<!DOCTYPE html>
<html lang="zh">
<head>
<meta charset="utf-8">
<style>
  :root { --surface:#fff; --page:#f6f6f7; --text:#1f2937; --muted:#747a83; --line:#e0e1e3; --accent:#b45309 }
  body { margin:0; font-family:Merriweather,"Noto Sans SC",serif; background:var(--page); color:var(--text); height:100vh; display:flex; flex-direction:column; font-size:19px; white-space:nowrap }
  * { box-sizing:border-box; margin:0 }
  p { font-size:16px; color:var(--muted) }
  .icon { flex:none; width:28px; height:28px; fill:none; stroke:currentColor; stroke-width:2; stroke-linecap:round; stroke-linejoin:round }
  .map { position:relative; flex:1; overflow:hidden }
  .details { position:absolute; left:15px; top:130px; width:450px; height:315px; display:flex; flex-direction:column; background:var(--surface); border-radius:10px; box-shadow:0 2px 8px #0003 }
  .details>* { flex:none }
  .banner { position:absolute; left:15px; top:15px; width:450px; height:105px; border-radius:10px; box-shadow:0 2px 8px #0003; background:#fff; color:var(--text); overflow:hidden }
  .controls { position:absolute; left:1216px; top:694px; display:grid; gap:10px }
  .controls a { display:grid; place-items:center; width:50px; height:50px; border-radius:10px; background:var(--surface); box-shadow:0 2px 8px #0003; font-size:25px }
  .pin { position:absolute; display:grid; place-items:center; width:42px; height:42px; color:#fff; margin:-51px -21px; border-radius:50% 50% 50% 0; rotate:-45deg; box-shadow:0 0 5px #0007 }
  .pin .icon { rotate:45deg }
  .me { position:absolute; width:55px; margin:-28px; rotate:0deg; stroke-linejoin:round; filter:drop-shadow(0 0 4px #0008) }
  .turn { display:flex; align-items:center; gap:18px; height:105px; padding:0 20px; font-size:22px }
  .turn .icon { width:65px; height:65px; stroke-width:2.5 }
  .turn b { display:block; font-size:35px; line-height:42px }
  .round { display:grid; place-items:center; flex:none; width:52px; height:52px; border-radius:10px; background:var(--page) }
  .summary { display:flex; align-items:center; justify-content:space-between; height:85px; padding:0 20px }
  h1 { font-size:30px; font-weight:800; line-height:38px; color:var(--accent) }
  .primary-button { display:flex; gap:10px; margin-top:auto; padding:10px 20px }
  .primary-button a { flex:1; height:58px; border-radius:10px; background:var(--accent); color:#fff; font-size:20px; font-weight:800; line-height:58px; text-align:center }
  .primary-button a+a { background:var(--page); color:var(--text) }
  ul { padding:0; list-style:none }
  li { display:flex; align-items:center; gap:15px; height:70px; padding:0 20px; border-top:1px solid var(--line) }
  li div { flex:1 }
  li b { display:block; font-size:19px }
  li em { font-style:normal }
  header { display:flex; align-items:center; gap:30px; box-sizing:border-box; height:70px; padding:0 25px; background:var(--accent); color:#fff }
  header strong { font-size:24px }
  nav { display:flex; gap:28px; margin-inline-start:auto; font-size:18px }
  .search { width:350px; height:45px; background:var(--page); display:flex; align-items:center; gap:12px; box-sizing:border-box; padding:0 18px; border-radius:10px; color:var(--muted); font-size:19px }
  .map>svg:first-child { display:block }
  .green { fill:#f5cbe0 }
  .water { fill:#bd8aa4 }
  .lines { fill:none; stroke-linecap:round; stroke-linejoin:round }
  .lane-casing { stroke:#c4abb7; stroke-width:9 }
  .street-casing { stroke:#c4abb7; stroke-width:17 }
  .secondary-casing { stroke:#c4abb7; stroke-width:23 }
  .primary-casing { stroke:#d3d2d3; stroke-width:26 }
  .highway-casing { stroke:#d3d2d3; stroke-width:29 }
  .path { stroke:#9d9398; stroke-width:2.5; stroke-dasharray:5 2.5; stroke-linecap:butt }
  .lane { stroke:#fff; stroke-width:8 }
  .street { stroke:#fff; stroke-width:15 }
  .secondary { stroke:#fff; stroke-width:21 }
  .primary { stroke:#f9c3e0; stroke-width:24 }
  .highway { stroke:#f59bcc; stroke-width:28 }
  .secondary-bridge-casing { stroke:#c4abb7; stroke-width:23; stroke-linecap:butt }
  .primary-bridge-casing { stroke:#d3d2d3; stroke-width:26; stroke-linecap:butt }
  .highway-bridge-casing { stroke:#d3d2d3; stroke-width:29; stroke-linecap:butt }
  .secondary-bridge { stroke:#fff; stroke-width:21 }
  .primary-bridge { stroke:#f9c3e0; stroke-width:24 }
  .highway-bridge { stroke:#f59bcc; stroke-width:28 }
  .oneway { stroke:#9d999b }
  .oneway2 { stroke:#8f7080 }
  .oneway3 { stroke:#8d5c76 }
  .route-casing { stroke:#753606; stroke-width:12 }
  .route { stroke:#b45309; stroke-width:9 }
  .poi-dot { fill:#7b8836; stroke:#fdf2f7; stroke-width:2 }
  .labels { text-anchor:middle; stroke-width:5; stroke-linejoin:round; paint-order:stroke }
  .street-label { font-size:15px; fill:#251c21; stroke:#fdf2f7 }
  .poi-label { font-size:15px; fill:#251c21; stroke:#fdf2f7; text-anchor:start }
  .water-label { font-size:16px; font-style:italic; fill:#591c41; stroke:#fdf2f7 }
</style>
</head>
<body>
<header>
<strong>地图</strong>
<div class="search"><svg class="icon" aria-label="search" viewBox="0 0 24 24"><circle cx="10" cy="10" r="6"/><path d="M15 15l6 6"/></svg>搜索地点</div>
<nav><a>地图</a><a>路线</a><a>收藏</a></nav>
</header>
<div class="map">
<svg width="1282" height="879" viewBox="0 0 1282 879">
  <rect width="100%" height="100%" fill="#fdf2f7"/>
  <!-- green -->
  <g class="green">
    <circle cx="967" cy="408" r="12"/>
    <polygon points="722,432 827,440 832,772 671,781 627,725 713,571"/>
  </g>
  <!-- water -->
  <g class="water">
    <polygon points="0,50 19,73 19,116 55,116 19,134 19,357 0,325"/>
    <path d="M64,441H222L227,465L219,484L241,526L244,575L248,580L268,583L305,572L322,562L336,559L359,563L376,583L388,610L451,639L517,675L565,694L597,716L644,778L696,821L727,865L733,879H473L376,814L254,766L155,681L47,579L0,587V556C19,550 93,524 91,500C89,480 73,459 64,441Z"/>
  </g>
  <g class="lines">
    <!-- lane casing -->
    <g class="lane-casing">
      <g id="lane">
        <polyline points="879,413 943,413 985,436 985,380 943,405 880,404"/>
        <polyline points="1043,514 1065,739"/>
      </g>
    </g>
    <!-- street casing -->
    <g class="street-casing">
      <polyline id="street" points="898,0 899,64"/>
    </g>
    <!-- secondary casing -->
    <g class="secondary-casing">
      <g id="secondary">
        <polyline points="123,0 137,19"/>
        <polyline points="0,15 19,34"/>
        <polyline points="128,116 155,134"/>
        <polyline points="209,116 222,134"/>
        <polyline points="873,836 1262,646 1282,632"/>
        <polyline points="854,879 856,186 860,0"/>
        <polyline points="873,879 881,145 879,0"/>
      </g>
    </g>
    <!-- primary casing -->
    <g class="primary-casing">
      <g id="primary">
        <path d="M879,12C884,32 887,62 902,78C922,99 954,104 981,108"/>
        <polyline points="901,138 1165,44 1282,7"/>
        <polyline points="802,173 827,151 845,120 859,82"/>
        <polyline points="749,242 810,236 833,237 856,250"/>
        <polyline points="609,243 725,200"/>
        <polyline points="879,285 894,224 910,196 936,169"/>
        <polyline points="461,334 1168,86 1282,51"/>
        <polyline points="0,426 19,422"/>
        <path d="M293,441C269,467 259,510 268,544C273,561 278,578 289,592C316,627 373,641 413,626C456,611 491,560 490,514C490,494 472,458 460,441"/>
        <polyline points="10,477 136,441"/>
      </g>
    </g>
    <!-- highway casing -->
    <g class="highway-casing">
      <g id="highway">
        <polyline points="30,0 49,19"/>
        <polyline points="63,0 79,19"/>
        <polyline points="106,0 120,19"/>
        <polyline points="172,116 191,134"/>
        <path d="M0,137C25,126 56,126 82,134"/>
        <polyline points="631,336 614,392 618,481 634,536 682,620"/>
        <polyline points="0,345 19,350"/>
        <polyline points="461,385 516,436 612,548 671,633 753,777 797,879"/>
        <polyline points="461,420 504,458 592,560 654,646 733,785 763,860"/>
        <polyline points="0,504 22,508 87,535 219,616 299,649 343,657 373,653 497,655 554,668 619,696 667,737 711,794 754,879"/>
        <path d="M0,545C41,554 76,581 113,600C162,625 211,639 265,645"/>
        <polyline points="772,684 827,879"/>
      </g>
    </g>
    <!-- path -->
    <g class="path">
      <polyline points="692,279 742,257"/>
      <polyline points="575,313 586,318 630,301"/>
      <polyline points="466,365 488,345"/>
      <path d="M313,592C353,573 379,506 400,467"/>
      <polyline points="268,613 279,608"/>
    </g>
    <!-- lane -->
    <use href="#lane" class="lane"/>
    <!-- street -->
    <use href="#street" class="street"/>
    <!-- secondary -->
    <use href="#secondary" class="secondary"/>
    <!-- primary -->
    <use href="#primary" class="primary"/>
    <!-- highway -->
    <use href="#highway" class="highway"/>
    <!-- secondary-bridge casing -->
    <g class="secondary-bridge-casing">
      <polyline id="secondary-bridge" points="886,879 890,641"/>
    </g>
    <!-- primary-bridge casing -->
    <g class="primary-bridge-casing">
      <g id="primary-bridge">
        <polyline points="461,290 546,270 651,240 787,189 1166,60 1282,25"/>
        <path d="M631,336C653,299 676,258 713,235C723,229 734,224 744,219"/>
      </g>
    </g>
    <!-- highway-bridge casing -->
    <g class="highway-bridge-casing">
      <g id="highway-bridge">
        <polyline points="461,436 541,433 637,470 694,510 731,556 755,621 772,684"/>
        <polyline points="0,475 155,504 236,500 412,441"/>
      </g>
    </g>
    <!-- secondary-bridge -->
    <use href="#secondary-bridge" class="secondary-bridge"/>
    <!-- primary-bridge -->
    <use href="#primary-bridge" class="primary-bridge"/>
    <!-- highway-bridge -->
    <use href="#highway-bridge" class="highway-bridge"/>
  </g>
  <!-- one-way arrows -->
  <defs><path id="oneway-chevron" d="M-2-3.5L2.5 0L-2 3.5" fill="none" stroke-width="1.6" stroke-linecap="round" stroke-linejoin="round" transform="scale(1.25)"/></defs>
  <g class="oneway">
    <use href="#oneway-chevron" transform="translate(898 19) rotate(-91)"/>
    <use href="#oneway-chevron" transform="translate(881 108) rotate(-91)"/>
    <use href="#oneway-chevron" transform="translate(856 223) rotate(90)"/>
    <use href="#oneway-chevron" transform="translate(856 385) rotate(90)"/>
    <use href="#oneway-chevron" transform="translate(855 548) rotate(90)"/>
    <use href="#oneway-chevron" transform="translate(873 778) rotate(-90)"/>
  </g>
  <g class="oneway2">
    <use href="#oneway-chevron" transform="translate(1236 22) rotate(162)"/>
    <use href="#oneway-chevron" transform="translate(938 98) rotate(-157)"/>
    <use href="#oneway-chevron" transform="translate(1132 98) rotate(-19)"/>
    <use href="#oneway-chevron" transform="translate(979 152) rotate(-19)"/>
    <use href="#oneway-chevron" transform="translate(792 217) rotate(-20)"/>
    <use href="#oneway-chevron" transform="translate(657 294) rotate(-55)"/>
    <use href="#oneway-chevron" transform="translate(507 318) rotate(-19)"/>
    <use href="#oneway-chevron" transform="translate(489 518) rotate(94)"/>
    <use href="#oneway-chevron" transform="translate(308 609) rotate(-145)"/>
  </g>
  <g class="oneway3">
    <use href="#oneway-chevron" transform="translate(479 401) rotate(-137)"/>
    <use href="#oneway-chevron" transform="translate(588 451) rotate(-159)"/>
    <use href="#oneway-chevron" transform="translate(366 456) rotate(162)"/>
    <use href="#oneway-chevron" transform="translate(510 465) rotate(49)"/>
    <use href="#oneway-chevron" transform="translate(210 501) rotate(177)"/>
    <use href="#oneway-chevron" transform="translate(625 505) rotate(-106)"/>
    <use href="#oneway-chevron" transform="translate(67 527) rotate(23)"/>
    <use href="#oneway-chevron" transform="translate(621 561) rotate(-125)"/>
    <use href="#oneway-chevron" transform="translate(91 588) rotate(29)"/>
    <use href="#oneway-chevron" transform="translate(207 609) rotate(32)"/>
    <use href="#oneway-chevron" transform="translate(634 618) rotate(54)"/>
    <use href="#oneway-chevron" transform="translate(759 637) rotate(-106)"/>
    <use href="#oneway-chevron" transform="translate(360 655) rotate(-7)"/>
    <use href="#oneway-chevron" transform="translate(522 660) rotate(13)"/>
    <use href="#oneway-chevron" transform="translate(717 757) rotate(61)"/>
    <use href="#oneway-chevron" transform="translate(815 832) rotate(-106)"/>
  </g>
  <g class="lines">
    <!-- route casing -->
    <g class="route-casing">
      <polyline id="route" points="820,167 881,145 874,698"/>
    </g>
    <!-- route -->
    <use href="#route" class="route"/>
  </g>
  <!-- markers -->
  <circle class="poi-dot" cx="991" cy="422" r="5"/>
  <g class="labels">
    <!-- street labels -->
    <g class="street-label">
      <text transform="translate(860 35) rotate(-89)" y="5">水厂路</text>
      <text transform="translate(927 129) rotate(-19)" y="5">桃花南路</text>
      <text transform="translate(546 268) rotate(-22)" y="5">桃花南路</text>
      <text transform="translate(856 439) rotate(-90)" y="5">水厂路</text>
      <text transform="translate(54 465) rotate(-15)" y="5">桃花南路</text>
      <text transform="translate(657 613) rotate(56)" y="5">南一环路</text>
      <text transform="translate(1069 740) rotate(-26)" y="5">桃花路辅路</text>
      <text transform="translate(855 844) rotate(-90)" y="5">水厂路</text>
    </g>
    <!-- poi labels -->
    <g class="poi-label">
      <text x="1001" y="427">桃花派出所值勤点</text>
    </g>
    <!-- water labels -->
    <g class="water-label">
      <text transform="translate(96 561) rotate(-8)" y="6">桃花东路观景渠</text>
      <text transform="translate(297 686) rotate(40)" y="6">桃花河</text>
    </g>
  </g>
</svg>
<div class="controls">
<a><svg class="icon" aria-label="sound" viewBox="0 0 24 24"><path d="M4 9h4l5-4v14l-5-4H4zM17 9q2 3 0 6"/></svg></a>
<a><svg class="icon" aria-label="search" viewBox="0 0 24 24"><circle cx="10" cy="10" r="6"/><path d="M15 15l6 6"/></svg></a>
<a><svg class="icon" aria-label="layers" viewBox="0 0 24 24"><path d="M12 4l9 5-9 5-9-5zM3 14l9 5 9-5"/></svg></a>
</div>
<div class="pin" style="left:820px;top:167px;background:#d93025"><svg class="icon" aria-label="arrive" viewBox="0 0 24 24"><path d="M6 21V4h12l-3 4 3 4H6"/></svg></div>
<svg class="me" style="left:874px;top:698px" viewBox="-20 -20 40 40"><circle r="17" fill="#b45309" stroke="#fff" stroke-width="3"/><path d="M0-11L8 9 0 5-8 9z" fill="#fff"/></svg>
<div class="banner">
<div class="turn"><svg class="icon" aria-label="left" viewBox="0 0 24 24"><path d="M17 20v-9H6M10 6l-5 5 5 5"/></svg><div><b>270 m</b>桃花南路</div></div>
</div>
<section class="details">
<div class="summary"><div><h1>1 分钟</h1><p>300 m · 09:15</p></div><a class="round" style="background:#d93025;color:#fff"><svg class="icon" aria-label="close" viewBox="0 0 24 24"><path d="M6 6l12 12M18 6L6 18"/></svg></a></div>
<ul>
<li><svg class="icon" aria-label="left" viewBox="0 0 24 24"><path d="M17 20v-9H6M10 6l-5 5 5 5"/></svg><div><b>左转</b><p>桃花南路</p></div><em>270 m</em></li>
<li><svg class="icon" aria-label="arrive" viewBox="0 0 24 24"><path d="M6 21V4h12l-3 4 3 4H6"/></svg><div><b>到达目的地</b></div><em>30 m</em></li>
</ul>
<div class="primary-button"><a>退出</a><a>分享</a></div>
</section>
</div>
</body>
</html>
● ● ● ●
• DIRECTIONS FOR THIS TASK: Go through the data and show every line where "controls" occurs.

• RESULT FOR THIS EXERCISE:
  .controls { position:absolute; left:1216px; top:694px; display:grid; gap:10px }
  .controls a { display:grid; place-items:center; width:50px; height:50px; border-radius:10px; background:var(--surface); box-shadow:0 2px 8px #0003; font-size:25px }
<div class="controls">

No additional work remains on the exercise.